O compositor criticou também a violência de classe média. "O sujeito aqui corre risco de ser atropelado mesmo na faixa da segurança. Ficam falando em violência e violência, mas é violência também quem dirige um carro e avança o sinal. Outro dia estava lá andando, atravessando na faixa, o sinal aberto para mim, o cara quase me atropela. Podia ter quebrado a perna ou ter morrido. E o cara tinha um adesivo: "Basta!" Basta de violência. Violência também é isso", disse em referência à campanha de organização não-governamental liderada por grupos de classe média que pede mais segurança.
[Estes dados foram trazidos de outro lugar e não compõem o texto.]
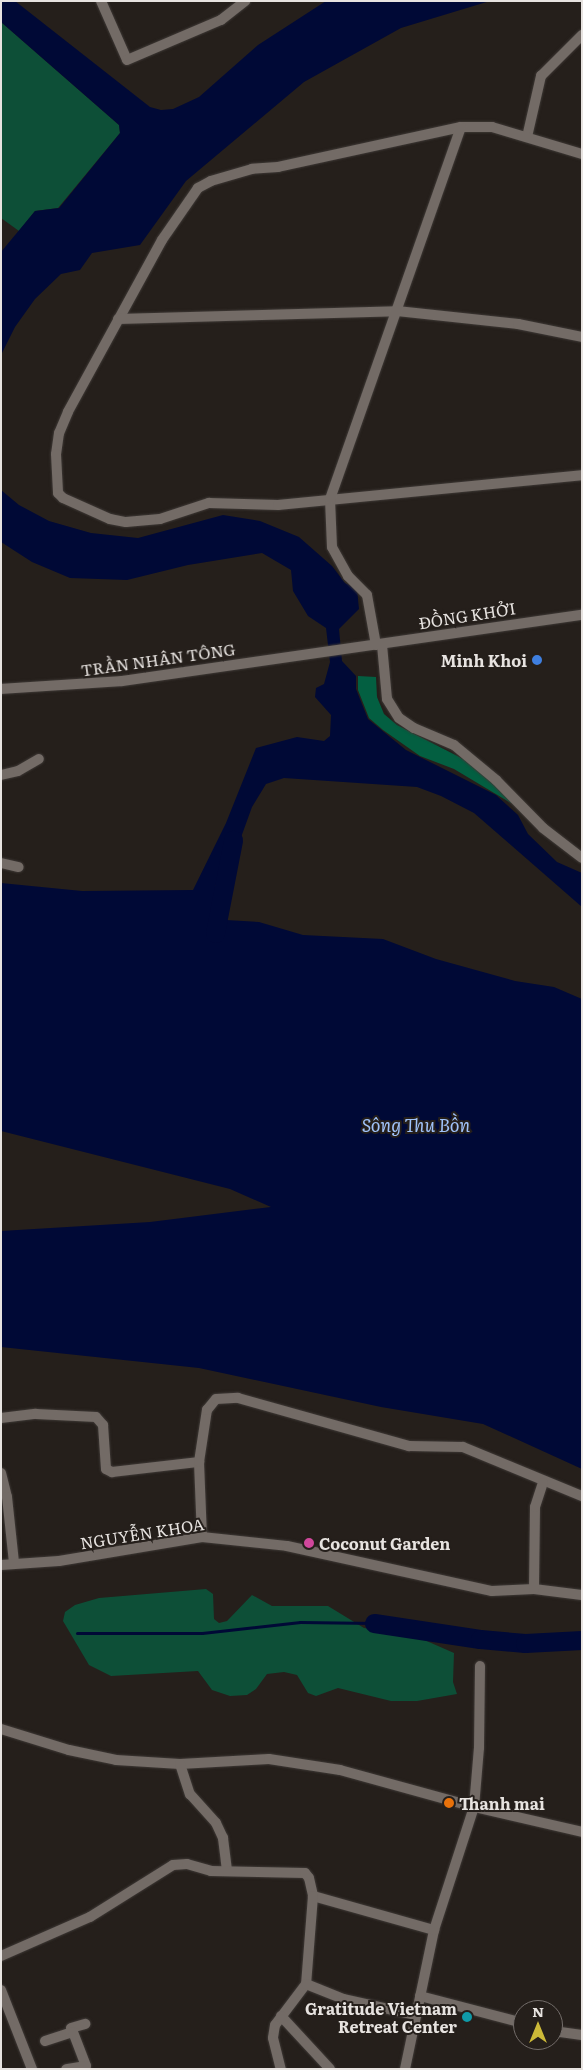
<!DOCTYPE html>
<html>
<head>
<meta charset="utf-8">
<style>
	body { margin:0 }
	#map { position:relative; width:583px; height:2070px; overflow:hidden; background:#251f1b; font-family:Literata,serif }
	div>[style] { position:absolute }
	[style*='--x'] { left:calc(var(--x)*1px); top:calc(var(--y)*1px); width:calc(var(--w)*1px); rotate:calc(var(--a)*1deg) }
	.green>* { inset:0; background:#0d4f37 }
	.forest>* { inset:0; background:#035f41 }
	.water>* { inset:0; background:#000936 }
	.stream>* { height:3px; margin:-1.5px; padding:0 1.5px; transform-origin:1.5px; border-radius:1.5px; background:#000936 }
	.river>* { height:19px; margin:-9.5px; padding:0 9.5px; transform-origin:9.5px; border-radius:9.5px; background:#000936 }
	.roads { filter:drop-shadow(0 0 1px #3e3936) drop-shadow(0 0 1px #3e3936) }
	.street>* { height:10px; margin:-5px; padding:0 5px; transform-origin:5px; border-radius:5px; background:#736b66 }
	.dots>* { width:14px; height:14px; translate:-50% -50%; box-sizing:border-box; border:2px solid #251f1b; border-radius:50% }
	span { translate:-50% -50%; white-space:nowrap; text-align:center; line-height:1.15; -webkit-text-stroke:4px #251f1b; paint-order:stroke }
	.street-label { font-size:16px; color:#e7e3e0 }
	.poi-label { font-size:16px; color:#e7e3e0; font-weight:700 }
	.right { translate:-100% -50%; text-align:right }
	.left { translate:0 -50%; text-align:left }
	.water-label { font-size:18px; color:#a0c2f9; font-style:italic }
	.frame { position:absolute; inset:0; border:2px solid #e7e3e0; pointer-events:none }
	.north { position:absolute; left:513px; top:2000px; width:50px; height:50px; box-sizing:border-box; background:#251f1b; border:1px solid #736d6a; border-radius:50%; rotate:0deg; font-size:14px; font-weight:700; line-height:20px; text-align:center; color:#e7e3e0 }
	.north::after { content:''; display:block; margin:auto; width:18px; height:22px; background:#ccb938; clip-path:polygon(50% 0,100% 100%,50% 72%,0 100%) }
</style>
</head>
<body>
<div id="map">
	<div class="green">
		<div style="clip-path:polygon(1px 22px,119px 125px,120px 133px,58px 208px,35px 211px,19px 231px,1px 218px)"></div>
		<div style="clip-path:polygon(206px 1589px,213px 1594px,214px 1619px,219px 1623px,227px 1621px,252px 1595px,272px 1606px,328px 1606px,364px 1628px,413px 1635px,454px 1653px,453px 1682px,457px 1694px,417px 1701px,391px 1701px,338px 1688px,316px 1696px,308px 1693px,297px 1675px,284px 1672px,267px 1674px,256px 1689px,247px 1695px,230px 1696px,212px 1690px,198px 1671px,111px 1676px,89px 1665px,63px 1621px,65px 1612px,75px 1605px,99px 1598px)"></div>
	</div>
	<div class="forest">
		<div style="clip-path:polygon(358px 676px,376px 677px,377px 697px,384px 714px,397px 725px,471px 763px,516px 802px,511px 803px,454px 769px,420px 756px,383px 730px,369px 718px,358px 690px)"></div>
	</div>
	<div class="water">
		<div style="clip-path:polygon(1px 1px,15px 1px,150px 107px,161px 110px,173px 109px,199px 97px,258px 45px,326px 1px,490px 1px,401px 28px,304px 82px,186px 181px,140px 245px,92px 253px,80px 270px,61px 274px,35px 299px,15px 327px,1px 355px,1px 252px,35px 211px,59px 208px,120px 133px,119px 125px,1px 22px)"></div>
		<div style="clip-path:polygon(1px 490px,19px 505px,49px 521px,91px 533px,138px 538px,223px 515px,260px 521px,299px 537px,332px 566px,345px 583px,357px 589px,359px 609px,339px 629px,342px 661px,356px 676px,356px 689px,368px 719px,406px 750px,496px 795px,518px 815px,528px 834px,557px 862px,582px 873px,582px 907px,474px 813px,441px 796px,417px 787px,284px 778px,266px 784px,252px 807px,235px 854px,215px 886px,215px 899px,226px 920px,259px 922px,303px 935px,383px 939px,436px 959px,515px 981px,554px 987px,582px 999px,582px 1469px,483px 1424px,381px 1407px,199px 1368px,1px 1347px,1px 1231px,150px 1222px,271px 1207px,230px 1189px,1px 1131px,1px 883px,82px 891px,193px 890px,226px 823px,256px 748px,297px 737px,324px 741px,330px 736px,331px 715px,315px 697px,316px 688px,324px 684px,330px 662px,326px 628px,308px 616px,293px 591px,291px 570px,262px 553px,188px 565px,127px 580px,70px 578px,32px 562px,1px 542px)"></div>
	</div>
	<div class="stream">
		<div style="--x:77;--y:1633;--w:125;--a:0"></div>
		<div style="--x:202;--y:1633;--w:99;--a:-6.4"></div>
		<div style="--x:300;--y:1622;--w:74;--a:0.8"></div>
	</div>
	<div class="river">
		<div style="--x:215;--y:933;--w:95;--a:-79"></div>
		<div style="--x:374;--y:1623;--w:107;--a:8.6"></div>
		<div style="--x:480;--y:1639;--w:45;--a:5.1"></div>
		<div style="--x:525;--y:1643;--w:57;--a:-3"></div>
	</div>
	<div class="roads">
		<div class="street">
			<div style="--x:101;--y:1;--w:64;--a:66.2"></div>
			<div style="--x:127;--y:60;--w:102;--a:-23.1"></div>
			<div style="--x:221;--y:20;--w:31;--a:-38"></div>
			<div style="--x:527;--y:137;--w:63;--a:-77.1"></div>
			<div style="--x:541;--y:76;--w:58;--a:-45"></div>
			<div style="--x:582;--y:154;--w:94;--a:-163.3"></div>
			<div style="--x:492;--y:127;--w:31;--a:180"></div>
			<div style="--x:461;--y:127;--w:187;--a:167.7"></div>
			<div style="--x:278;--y:167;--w:26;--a:176"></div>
			<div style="--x:252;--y:169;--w:43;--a:163.7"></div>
			<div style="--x:211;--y:181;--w:15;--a:152"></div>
			<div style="--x:198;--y:188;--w:63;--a:124.7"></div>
			<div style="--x:162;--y:240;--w:196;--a:118.7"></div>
			<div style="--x:68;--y:412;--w:23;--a:113"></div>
			<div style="--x:59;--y:433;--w:21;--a:98"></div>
			<div style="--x:56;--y:454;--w:39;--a:87"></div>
			<div style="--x:58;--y:493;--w:7;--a:45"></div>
			<div style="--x:63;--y:498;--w:51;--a:24.1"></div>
			<div style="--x:110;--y:519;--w:16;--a:11"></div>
			<div style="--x:126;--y:522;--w:34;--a:-5"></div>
			<div style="--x:160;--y:519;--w:52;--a:-18.1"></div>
			<div style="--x:209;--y:503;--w:69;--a:1.7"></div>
			<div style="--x:278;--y:505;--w:305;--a:-5.6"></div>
			<div style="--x:118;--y:319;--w:279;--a:-1.6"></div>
			<div style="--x:397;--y:311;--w:122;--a:6.1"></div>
			<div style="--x:518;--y:324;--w:65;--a:11.5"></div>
			<div style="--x:376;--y:645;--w:51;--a:-100.2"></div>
			<div style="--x:367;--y:595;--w:27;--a:-135"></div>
			<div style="--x:348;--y:576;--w:33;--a:-119"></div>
			<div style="--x:332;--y:547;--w:48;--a:-92.4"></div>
			<div style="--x:330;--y:499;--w:394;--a:-70.6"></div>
			<div style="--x:382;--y:645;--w:54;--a:84.7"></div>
			<div style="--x:387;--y:699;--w:22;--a:58"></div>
			<div style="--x:399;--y:718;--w:18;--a:34"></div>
			<div style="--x:414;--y:728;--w:43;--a:23"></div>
			<div style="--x:454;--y:745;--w:55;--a:39.8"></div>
			<div style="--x:496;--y:780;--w:67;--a:45.6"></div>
			<div style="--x:543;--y:828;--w:49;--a:37.6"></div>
			<div style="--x:1;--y:689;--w:121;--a:-3.8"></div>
			<div style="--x:122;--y:681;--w:465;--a:-8.2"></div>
			<div style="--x:1;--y:775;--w:17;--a:-13"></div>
			<div style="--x:18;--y:771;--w:24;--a:-30"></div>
			<div style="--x:1;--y:863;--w:18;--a:13"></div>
			<div style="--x:1;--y:1418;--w:35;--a:-7"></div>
			<div style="--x:36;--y:1414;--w:60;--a:2.9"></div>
			<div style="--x:96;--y:1417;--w:11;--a:49"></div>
			<div style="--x:103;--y:1425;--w:44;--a:86.1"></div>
			<div style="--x:106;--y:1469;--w:7;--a:27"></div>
			<div style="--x:112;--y:1472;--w:88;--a:-6.6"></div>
			<div style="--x:1;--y:1473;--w:25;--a:76"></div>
			<div style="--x:7;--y:1497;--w:66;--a:83.9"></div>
			<div style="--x:202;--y:1537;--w:75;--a:-92.3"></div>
			<div style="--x:199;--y:1462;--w:53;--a:-81.3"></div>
			<div style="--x:207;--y:1410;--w:14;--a:-51"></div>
			<div style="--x:216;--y:1399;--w:22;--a:-3"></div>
			<div style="--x:238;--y:1398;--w:178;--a:15.7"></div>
			<div style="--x:409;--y:1446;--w:54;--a:1.1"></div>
			<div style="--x:463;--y:1447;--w:129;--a:22.4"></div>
			<div style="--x:1;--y:1565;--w:58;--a:-3.9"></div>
			<div style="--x:59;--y:1561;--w:145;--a:-9.5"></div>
			<div style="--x:202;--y:1537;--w:85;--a:6"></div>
			<div style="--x:287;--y:1546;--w:210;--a:12.4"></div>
			<div style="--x:492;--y:1591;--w:42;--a:-2.7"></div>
			<div style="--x:534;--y:1589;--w:48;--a:7.1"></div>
			<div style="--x:534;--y:1589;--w:82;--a:-89.3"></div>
			<div style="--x:535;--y:1507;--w:25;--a:-72"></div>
			<div style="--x:1;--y:1729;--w:71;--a:17.2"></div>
			<div style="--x:69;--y:1750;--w:48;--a:12"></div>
			<div style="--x:116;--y:1760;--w:64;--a:3.6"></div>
			<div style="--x:180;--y:1764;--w:89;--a:-3.2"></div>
			<div style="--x:269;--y:1759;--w:72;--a:8.8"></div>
			<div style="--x:340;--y:1770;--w:139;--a:15.4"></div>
			<div style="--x:474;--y:1807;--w:111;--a:13"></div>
			<div style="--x:180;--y:1764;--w:32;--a:72"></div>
			<div style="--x:190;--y:1794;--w:39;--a:48"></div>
			<div style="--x:216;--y:1823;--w:17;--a:65"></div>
			<div style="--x:223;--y:1838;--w:32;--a:83"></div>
			<div style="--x:313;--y:1896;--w:126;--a:15.7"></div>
			<div style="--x:1;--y:1956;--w:97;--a:-23.7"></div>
			<div style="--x:90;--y:1917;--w:98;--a:-32.1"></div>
			<div style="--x:173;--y:1865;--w:14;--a:-4"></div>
			<div style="--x:187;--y:1864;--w:25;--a:16"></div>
			<div style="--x:211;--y:1871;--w:94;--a:1.2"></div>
			<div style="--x:305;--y:1873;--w:6;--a:51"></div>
			<div style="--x:309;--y:1878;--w:18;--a:77"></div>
			<div style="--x:313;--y:1896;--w:88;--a:94.5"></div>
			<div style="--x:306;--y:1984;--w:51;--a:127.1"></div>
			<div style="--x:275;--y:2025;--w:13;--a:99"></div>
			<div style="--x:273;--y:2038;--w:32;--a:76"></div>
			<div style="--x:306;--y:1984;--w:40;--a:22"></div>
			<div style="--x:343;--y:1999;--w:75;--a:12.4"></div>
			<div style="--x:1;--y:1990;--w:85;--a:68.6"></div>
			<div style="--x:420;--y:1996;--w:106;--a:14.7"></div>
			<div style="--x:281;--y:2016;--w:72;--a:47.2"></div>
			<div style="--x:553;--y:2031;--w:29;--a:8"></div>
			<div style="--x:73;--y:2032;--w:4;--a:-117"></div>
			<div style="--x:71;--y:2028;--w:15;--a:-16"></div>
			<div style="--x:45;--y:2041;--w:29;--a:-18"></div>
			<div style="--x:73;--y:2032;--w:36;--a:69"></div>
			<div style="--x:86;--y:2066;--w:20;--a:171"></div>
			<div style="--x:405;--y:2069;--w:142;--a:-78.2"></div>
			<div style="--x:434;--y:1930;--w:129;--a:-72"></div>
			<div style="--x:474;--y:1807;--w:59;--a:-85.2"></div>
			<div style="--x:479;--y:1748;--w:82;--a:-89.3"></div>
		</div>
	</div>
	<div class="dots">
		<div style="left:537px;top:660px;background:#3f7fe0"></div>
		<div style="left:309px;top:1543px;background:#d1479c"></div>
		<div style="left:449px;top:1803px;background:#e8710a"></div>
		<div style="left:467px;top:2017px;background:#0f9aa8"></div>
	</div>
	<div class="street-label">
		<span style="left:467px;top:615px;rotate:-9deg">ĐỒNG KHỞI</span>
		<span style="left:158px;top:659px;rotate:-8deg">TRẦN NHÂN TÔNG</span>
		<span style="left:142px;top:1533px;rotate:-9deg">NGUYỄN KHOA</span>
	</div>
	<div class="poi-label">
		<span class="right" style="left:527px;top:660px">Minh Khoi</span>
		<span class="left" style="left:319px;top:1543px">Coconut Garden</span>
		<span class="left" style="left:459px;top:1803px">Thanh mai</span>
		<span class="right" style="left:457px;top:2017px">Gratitude Vietnam<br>Retreat Center</span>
	</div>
	<div class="water-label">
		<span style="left:416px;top:1125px">Sông Thu Bồn</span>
	</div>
	<div class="frame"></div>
	<div class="north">N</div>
</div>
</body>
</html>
Chico elogiou o novo disco de Caetano Veloso, mas disse discordar dele "quase sempre". "Eu adoro o disco do Caetano. É interessante isso. Ele é o contrário do meu. A gente convive há 40 anos, às vezes por caminhos paralelos, às vezes por caminhos diferentes, mas é bom que seja assim. É bom que seja assim para todo mundo: para mim, para ele, para a música. Durante estes 40 anos já tentaram criar algum tipo de conflito entre nós. E não dá certo porque a gente se gosta, sou amigo dele, sou admirador dele. "Também discorda na política, Chico?" "Também. Não preciso concordar em tudo com o Caetano. Aliás, discordo quase sempre. Isso é bom. A gente discorda amigavelmente. Acho o disco muito forte, muito bom. Está procurando uma coisa que não é o que eu estou fazendo. Ele foi por um caminho, eu fui por outro. Pode ser que daqui a alguns anos eu me interesse também por outra coisa e ele... Na raiz está tudo lá. Meu disco sem dúvida é mais rebuscado harmonicamente. Foi uma preocupação que eu tive. São caminhos que o Caetano pode trilhar. Eu posso querer fazer um disco mais cru. O rock não é a minha linguagem . É muito mais dele do que minha."